* [WHAT THIS TASK INVOLVES]: Every line of the records that holds the word "Minified" should be copied.

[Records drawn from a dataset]
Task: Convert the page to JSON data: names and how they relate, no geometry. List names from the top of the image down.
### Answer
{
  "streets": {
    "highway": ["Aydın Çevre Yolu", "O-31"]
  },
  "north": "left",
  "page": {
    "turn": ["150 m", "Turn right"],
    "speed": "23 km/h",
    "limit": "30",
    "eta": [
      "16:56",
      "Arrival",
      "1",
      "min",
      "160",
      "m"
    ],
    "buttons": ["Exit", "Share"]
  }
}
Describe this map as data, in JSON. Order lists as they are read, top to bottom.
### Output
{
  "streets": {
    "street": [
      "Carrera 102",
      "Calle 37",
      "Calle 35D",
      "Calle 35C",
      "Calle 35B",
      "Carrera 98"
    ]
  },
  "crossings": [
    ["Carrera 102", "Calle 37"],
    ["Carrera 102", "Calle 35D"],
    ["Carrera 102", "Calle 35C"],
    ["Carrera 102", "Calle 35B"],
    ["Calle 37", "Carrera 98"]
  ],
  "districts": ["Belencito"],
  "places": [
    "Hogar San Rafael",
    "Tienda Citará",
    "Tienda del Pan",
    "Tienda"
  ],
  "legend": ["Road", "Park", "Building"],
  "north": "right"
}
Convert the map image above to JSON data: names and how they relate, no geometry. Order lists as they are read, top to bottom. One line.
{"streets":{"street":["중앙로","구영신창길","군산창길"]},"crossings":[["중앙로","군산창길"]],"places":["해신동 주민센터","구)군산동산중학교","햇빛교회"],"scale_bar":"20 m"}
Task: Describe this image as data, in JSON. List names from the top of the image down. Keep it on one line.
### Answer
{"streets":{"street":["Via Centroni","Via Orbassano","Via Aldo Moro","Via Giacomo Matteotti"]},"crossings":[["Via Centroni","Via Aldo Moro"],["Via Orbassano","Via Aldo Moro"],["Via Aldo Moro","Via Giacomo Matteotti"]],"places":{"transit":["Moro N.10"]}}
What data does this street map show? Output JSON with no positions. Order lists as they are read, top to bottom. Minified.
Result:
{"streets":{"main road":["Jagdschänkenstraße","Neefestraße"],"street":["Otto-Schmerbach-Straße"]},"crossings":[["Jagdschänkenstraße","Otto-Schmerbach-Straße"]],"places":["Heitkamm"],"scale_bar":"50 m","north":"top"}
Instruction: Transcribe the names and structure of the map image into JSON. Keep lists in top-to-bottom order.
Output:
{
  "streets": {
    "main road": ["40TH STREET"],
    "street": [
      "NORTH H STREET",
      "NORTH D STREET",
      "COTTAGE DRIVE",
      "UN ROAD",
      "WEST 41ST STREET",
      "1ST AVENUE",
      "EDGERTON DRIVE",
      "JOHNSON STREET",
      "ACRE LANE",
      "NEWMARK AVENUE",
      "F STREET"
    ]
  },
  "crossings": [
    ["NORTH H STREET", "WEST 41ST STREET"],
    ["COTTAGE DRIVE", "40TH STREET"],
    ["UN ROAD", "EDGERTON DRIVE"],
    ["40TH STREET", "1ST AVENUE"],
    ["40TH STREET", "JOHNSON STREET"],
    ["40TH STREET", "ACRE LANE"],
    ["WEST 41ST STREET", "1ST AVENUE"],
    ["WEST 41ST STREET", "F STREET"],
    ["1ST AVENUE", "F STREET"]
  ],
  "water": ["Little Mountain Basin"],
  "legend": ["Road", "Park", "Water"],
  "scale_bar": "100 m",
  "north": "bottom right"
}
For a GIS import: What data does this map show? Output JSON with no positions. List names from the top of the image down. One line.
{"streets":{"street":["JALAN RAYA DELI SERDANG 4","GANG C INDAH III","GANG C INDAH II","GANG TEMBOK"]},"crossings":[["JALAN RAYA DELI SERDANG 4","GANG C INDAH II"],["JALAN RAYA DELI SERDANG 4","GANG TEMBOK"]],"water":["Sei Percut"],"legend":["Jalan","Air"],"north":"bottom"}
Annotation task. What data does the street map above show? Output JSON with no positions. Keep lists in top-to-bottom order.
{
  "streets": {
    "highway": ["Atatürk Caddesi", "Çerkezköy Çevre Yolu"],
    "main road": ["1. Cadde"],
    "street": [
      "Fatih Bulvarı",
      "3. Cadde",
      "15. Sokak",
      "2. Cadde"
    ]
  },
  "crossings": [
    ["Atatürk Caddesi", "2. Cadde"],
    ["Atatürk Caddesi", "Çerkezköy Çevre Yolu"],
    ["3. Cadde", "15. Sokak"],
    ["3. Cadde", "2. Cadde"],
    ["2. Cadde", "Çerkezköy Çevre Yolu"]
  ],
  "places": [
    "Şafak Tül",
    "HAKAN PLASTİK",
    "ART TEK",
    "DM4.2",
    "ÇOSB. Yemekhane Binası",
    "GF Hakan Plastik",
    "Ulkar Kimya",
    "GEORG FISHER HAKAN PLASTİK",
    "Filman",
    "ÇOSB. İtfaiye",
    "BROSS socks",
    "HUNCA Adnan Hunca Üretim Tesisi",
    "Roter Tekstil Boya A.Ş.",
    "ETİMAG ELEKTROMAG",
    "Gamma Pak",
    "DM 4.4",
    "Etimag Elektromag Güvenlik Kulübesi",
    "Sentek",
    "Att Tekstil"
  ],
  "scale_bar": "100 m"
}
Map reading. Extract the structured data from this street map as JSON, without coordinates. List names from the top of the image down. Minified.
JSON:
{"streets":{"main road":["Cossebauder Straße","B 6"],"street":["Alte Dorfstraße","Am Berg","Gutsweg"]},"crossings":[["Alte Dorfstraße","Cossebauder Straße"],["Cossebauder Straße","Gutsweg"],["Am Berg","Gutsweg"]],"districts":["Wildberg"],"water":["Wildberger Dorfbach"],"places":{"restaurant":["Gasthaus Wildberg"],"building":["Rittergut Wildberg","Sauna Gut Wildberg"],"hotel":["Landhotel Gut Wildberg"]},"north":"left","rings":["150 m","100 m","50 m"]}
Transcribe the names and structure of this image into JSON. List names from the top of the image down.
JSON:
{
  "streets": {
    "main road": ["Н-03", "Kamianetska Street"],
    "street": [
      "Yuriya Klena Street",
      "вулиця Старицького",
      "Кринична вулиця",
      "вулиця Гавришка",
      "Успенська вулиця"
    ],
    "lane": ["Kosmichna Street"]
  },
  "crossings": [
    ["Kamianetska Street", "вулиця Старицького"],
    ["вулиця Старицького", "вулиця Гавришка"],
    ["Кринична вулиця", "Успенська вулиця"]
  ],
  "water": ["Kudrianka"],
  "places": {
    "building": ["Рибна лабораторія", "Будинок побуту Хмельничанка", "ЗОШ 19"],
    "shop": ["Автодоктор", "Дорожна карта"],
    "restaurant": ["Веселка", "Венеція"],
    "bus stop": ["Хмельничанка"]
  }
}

* [YOUR SOLUTION]:
What data does this street map show? Output JSON with no positions. Order lists as they are read, top to bottom. Minified.
Map reading. Extract the structured data from this street map as JSON, without coordinates. List names from the top of the image down. Minified.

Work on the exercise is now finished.